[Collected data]

--------------------------------------------------

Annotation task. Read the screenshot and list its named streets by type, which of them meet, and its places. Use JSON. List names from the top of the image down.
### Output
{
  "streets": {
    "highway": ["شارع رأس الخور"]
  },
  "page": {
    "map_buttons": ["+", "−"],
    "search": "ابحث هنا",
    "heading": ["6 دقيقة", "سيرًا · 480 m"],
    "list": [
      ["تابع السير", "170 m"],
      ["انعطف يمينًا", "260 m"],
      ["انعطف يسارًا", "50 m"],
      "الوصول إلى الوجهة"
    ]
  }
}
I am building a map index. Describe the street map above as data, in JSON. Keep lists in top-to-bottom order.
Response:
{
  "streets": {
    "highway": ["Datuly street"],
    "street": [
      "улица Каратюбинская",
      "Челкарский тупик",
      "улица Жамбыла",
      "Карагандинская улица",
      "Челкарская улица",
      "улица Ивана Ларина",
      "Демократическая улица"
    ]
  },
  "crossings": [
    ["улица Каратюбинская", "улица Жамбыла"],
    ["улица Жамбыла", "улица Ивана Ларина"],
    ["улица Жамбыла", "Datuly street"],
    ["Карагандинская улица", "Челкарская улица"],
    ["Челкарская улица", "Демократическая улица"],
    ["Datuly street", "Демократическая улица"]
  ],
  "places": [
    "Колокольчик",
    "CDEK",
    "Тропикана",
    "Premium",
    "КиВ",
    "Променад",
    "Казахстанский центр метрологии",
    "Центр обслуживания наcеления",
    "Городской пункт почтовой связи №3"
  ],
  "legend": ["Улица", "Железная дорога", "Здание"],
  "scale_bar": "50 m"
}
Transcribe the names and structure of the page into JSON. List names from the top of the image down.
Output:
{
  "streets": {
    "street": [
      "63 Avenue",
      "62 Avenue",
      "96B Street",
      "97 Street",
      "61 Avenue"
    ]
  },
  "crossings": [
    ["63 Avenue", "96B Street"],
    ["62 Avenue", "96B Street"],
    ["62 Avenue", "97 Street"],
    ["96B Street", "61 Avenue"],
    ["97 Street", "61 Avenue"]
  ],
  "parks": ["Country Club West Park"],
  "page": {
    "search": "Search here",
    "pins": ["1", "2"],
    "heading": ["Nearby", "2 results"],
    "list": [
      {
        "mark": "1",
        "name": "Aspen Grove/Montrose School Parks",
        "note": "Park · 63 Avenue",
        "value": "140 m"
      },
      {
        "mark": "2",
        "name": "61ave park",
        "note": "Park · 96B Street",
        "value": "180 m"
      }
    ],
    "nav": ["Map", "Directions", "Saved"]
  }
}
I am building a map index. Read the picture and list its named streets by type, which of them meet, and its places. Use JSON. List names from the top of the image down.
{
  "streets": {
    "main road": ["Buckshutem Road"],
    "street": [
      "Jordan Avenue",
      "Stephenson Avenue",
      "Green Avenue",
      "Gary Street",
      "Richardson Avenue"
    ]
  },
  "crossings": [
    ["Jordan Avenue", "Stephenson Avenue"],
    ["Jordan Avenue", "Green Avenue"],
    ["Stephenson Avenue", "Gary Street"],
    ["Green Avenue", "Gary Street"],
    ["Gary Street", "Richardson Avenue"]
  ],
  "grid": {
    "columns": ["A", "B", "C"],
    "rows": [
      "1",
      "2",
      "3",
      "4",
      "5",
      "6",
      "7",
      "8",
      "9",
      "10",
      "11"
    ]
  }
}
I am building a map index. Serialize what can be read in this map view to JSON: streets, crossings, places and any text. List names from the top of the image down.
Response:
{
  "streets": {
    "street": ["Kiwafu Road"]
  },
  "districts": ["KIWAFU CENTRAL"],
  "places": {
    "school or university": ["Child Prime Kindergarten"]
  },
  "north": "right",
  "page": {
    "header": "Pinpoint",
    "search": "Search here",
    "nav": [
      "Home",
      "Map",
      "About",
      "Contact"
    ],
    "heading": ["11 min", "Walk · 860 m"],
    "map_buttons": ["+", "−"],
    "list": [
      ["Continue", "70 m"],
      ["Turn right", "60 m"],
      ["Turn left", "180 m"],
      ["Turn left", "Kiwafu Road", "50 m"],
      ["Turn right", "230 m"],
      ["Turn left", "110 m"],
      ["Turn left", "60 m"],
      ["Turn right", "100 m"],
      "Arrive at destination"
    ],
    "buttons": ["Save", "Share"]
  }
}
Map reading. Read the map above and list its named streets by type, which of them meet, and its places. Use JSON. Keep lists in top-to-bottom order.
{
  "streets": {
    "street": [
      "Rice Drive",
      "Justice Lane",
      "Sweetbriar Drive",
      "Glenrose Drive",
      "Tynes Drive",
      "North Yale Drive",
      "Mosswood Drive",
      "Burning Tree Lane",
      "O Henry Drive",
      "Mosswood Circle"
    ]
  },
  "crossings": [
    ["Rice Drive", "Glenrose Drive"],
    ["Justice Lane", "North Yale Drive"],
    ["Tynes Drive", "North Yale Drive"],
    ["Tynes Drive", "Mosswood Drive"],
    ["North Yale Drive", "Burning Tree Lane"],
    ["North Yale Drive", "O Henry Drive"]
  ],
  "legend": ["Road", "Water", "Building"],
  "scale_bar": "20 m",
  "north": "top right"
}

--------------------------------------------------

[Work item] Write out the entries above once more, without altering anything.

[Response]
Annotation task. Read the screenshot and list its named streets by type, which of them meet, and its places. Use JSON. List names from the top of the image down.
### Output
{
  "streets": {
    "highway": ["شارع رأس الخور"]
  },
  "page": {
    "map_buttons": ["+", "−"],
    "search": "ابحث هنا",
    "heading": ["6 دقيقة", "سيرًا · 480 m"],
    "list": [
      ["تابع السير", "170 m"],
      ["انعطف يمينًا", "260 m"],
      ["انعطف يسارًا", "50 m"],
      "الوصول إلى الوجهة"
    ]
  }
}
I am building a map index. Describe the street map above as data, in JSON. Keep lists in top-to-bottom order.
Response:
{
  "streets": {
    "highway": ["Datuly street"],
    "street": [
      "улица Каратюбинская",
      "Челкарский тупик",
      "улица Жамбыла",
      "Карагандинская улица",
      "Челкарская улица",
      "улица Ивана Ларина",
      "Демократическая улица"
    ]
  },
  "crossings": [
    ["улица Каратюбинская", "улица Жамбыла"],
    ["улица Жамбыла", "улица Ивана Ларина"],
    ["улица Жамбыла", "Datuly street"],
    ["Карагандинская улица", "Челкарская улица"],
    ["Челкарская улица", "Демократическая улица"],
    ["Datuly street", "Демократическая улица"]
  ],
  "places": [
    "Колокольчик",
    "CDEK",
    "Тропикана",
    "Premium",
    "КиВ",
    "Променад",
    "Казахстанский центр метрологии",
    "Центр обслуживания наcеления",
    "Городской пункт почтовой связи №3"
  ],
  "legend": ["Улица", "Железная дорога", "Здание"],
  "scale_bar": "50 m"
}
Transcribe the names and structure of the page into JSON. List names from the top of the image down.
Output:
{
  "streets": {
    "street": [
      "63 Avenue",
      "62 Avenue",
      "96B Street",
      "97 Street",
      "61 Avenue"
    ]
  },
  "crossings": [
    ["63 Avenue", "96B Street"],
    ["62 Avenue", "96B Street"],
    ["62 Avenue", "97 Street"],
    ["96B Street", "61 Avenue"],
    ["97 Street", "61 Avenue"]
  ],
  "parks": ["Country Club West Park"],
  "page": {
    "search": "Search here",
    "pins": ["1", "2"],
    "heading": ["Nearby", "2 results"],
    "list": [
      {
        "mark": "1",
        "name": "Aspen Grove/Montrose School Parks",
        "note": "Park · 63 Avenue",
        "value": "140 m"
      },
      {
        "mark": "2",
        "name": "61ave park",
        "note": "Park · 96B Street",
        "value": "180 m"
      }
    ],
    "nav": ["Map", "Directions", "Saved"]
  }
}
I am building a map index. Read the picture and list its named streets by type, which of them meet, and its places. Use JSON. List names from the top of the image down.
{
  "streets": {
    "main road": ["Buckshutem Road"],
    "street": [
      "Jordan Avenue",
      "Stephenson Avenue",
      "Green Avenue",
      "Gary Street",
      "Richardson Avenue"
    ]
  },
  "crossings": [
    ["Jordan Avenue", "Stephenson Avenue"],
    ["Jordan Avenue", "Green Avenue"],
    ["Stephenson Avenue", "Gary Street"],
    ["Green Avenue", "Gary Street"],
    ["Gary Street", "Richardson Avenue"]
  ],
  "grid": {
    "columns": ["A", "B", "C"],
    "rows": [
      "1",
      "2",
      "3",
      "4",
      "5",
      "6",
      "7",
      "8",
      "9",
      "10",
      "11"
    ]
  }
}
I am building a map index. Serialize what can be read in this map view to JSON: streets, crossings, places and any text. List names from the top of the image down.
Response:
{
  "streets": {
    "street": ["Kiwafu Road"]
  },
  "districts": ["KIWAFU CENTRAL"],
  "places": {
    "school or university": ["Child Prime Kindergarten"]
  },
  "north": "right",
  "page": {
    "header": "Pinpoint",
    "search": "Search here",
    "nav": [
      "Home",
      "Map",
      "About",
      "Contact"
    ],
    "heading": ["11 min", "Walk · 860 m"],
    "map_buttons": ["+", "−"],
    "list": [
      ["Continue", "70 m"],
      ["Turn right", "60 m"],
      ["Turn left", "180 m"],
      ["Turn left", "Kiwafu Road", "50 m"],
      ["Turn right", "230 m"],
      ["Turn left", "110 m"],
      ["Turn left", "60 m"],
      ["Turn right", "100 m"],
      "Arrive at destination"
    ],
    "buttons": ["Save", "Share"]
  }
}
Map reading. Read the map above and list its named streets by type, which of them meet, and its places. Use JSON. Keep lists in top-to-bottom order.
{
  "streets": {
    "street": [
      "Rice Drive",
      "Justice Lane",
      "Sweetbriar Drive",
      "Glenrose Drive",
      "Tynes Drive",
      "North Yale Drive",
      "Mosswood Drive",
      "Burning Tree Lane",
      "O Henry Drive",
      "Mosswood Circle"
    ]
  },
  "crossings": [
    ["Rice Drive", "Glenrose Drive"],
    ["Justice Lane", "North Yale Drive"],
    ["Tynes Drive", "North Yale Drive"],
    ["Tynes Drive", "Mosswood Drive"],
    ["North Yale Drive", "Burning Tree Lane"],
    ["North Yale Drive", "O Henry Drive"]
  ],
  "legend": ["Road", "Water", "Building"],
  "scale_bar": "20 m",
  "north": "top right"
}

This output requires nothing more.